По городу ползут слухи, будто вы, уважаемая госпожа, пускаете своих детей голышом. Это уж слишком. И вы к тому же совершили оплошность, в самый решающий момент сказали: люблю одного мужчину, вместо того чтобы сказать: люблю одного мужа. Ходят также слухи, что вы посмеиваетесь над глухой неприязнью, которую все здесь питают к тому, кого прозвали «Стариком». Вы находите, что сами эти люди до отвращения похожи на него. Ведь и они мнят себя такими же незаменимыми, каким мнит себя старый канцлер, ведь и они помешаны на детективах. Конечно, обложки детективов не гармонируют с их квартирами, обставленными с отменным вкусом. Датчане не позаботились о том, чтобы распространить свой стиль на обложки криминального чтива. Финнам, наверное, удастся приспособить обложки к стульям, креслам, стеклу и керамике. Даже у Блотхерта валяются детективы: во всяком случае, в тот вечер, когда вы осматривали его дом, они стыдливо выглядывали отовсюду.
И все-то вы прячетесь по темным углам, уважаемая госпожа: и в кино, и в церквах, и в темных комнатах, где вы слушаете церковную музыку, а вот яркого света теннисных кортов вы избегаете. Слухов много. Тридцати-, а то и сорокаминутные исповеди в кафедральном соборе. В глазах людей, ожидающих своей очереди, почти нескрываемое возмущение: «Боже мой, в чем она так долго кается? Ведь у нее такой интересный, такой милый и приличный супруг. Человек по-настоящему порядочный. И прелестная дочурка. И две машины».
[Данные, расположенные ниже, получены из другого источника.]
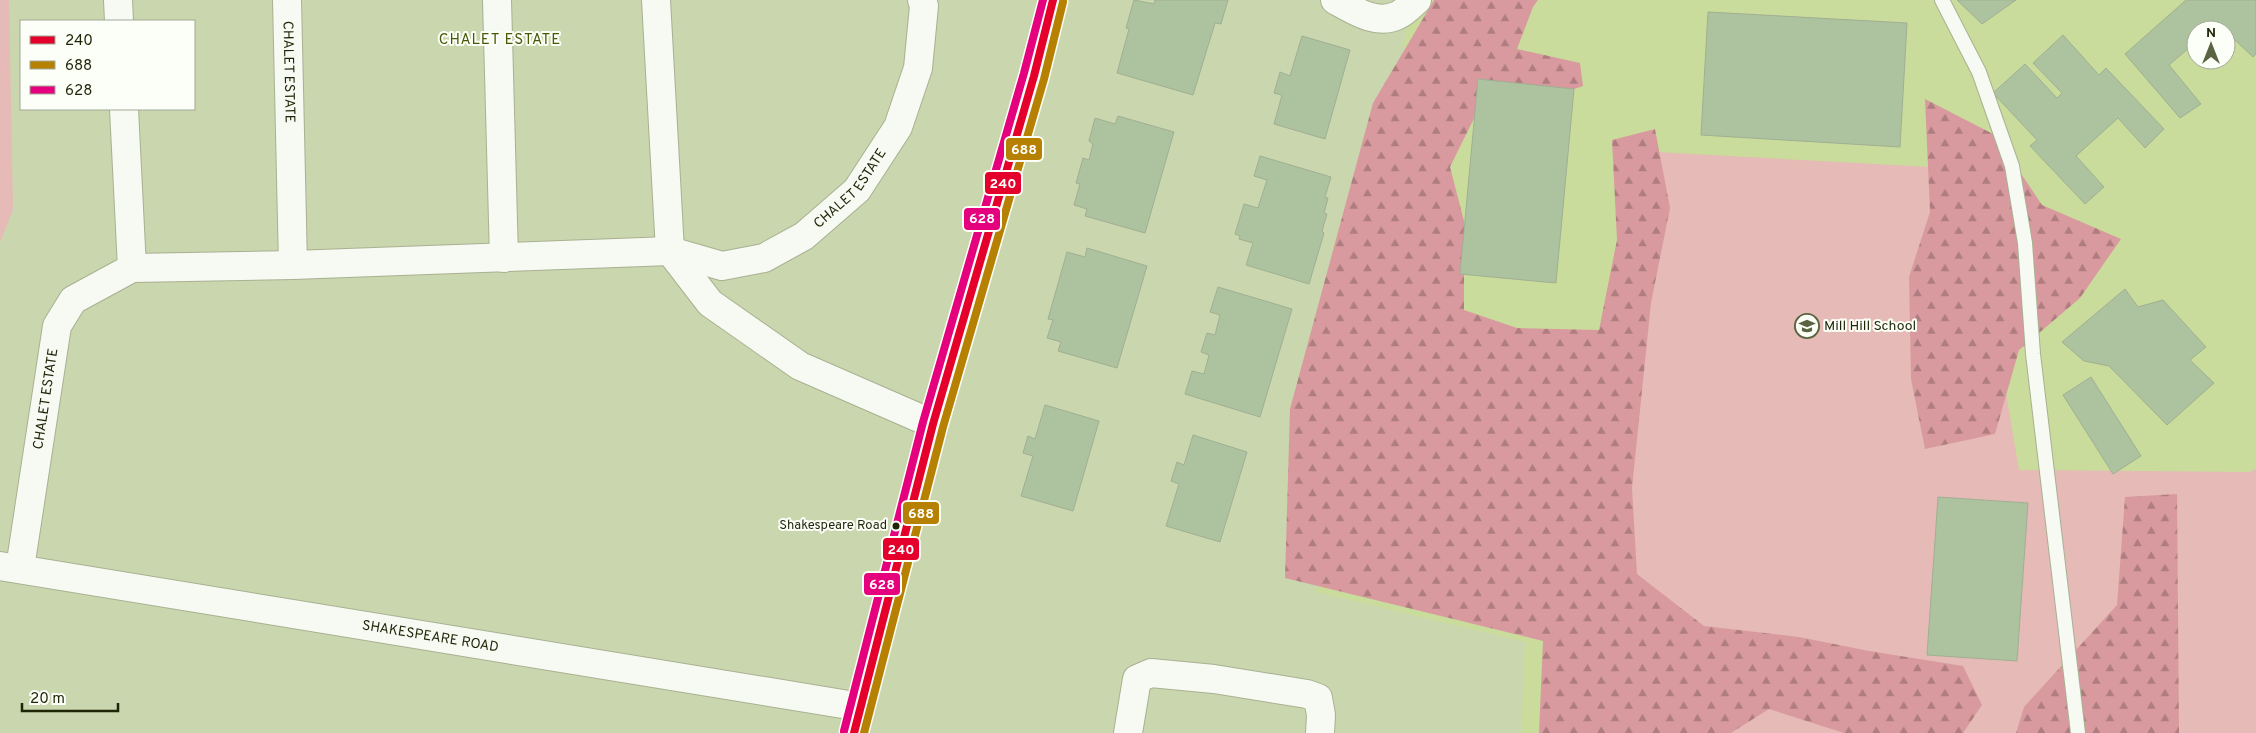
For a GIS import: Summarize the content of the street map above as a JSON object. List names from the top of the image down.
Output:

За решеткой исповедальни атмосфера сгущается, нетерпение, раздражительность, а два голоса без конца что-то шепчут о любви, браке, долге, снова о любви, и, наконец, голос священника спрашивает:
— А религиозных сомнений у вас нет?.. Чего же вам нужно, дочь моя?
Ты не осмеливаешься произнести вслух, не осмеливаешься даже мысленно признаться себе в том, что известно мне. Тебе нужен клоун; официальная профессия — комический актер, ни к какой церкви не принадлежит.